The ultimate guide to cloud cost optimization


The cloud’s scalability is both a blessing and a curse. Sure, you can experiment with new ideas without having to worry about getting another rack of servers. But if you’re reading this, you know there’s a price to pay for this comfort.

Overprovisioning and cloud sprawl are real. They will make even a tech giant CFO’s eye twitch at the end of the quarter.

Take Pinterest as an example. During one holiday season, the company’s cloud bill went way over the initial estimates because of increased usage and Pinterest had to pay AWS $20 million on top of the $170 million worth of reserved resources. 

The only way you can deal with the long-term cost implications of the cloud is by implementing cloud cost optimization. And if you don’t want optimization to become a drag on your engineering team, automating it is the only move that gets you there.

Check out this guide to optimizing cloud costs step-by-step:

  1. Know what you can win by optimizing cloud costs
  2. Start by understanding your cloud bill
  3. Choose the best compute resources for your application
  4. Achieve greater savings with spot instances
  5. Don’t get lured by the promise of savings plans
  6. Pick the right tool for the job
  7. Cloud automation opens the doors to the greatest savings
  8. What you’re doing in the cloud could be done for 50% less

1. Know what you can win by optimizing cloud costs 

cloud cost optimization gains

Is optimizing cloud costs worth your time?

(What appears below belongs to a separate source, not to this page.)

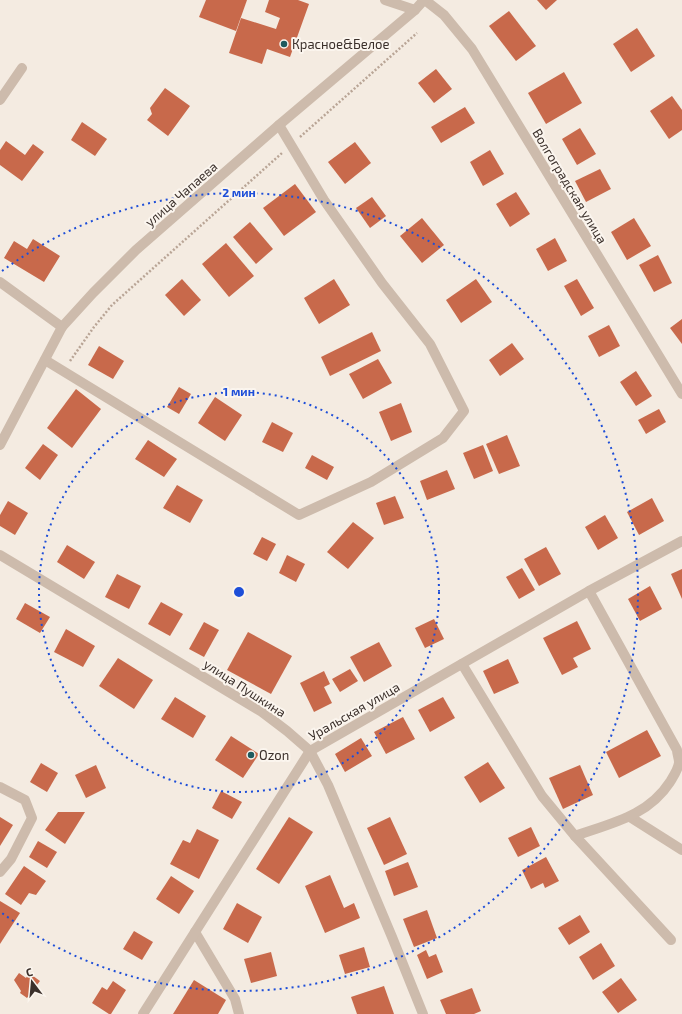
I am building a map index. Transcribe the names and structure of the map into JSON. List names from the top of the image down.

Take a look at ​​the optimization gains reported by companies in communication, entertainment, SaaS, and e-commerce:

  • In Q1 2021, Zoom reported that its gross margin widened to 73.9% from 69.4% in the previous quarter primarily because of the effort invested in optimizing public cloud resources.
  • Spotify built a custom tool called Cost Insights to track cloud expenses and encourage engineers to take ownership of the cloud spend, reducing its annual cloud spend by millions of dollars.
  • By making some smart incremental optimization of infrastructure decisions, Segment increased its gross margin by 20% and reduced its infrastructure costs by 30% despite experiencing a 25% larger traffic volume – all within three months. 
  • The e-commerce startup La Fourche saw its cloud bill rise dramatically and ran the CAST AI Savings Report to find optimization opportunities. By turning automated optimization on, the company reduced its monthly cloud bill by 69.9% without increasing engineer workload.

Now that you know that it’s worth playing the optimization game, let’s see what methods teams choose to prevent their cloud costs from spiraling out of control.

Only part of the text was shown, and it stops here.